(Stored data entries)
== Segment start ==

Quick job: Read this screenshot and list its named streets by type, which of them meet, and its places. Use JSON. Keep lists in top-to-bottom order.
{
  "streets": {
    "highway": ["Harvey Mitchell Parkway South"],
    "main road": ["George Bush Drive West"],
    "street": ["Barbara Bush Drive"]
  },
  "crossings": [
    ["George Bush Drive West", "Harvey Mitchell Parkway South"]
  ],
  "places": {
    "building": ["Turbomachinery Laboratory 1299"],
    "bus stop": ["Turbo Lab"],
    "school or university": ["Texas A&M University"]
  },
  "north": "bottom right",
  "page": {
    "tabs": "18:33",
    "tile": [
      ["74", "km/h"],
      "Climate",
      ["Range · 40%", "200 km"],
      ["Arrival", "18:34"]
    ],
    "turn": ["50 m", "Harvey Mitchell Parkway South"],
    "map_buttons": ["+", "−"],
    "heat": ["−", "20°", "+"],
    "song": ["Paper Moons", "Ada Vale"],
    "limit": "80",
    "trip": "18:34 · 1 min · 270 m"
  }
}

== Segment end ==

Assignment —
Starting with the first entry and ending with the last, give all of them again unchanged.

Answer section —
Quick job: Read this screenshot and list its named streets by type, which of them meet, and its places. Use JSON. Keep lists in top-to-bottom order.
{
  "streets": {
    "highway": ["Harvey Mitchell Parkway South"],
    "main road": ["George Bush Drive West"],
    "street": ["Barbara Bush Drive"]
  },
  "crossings": [
    ["George Bush Drive West", "Harvey Mitchell Parkway South"]
  ],
  "places": {
    "building": ["Turbomachinery Laboratory 1299"],
    "bus stop": ["Turbo Lab"],
    "school or university": ["Texas A&M University"]
  },
  "north": "bottom right",
  "page": {
    "tabs": "18:33",
    "tile": [
      ["74", "km/h"],
      "Climate",
      ["Range · 40%", "200 km"],
      ["Arrival", "18:34"]
    ],
    "turn": ["50 m", "Harvey Mitchell Parkway South"],
    "map_buttons": ["+", "−"],
    "heat": ["−", "20°", "+"],
    "song": ["Paper Moons", "Ada Vale"],
    "limit": "80",
    "trip": "18:34 · 1 min · 270 m"
  }
}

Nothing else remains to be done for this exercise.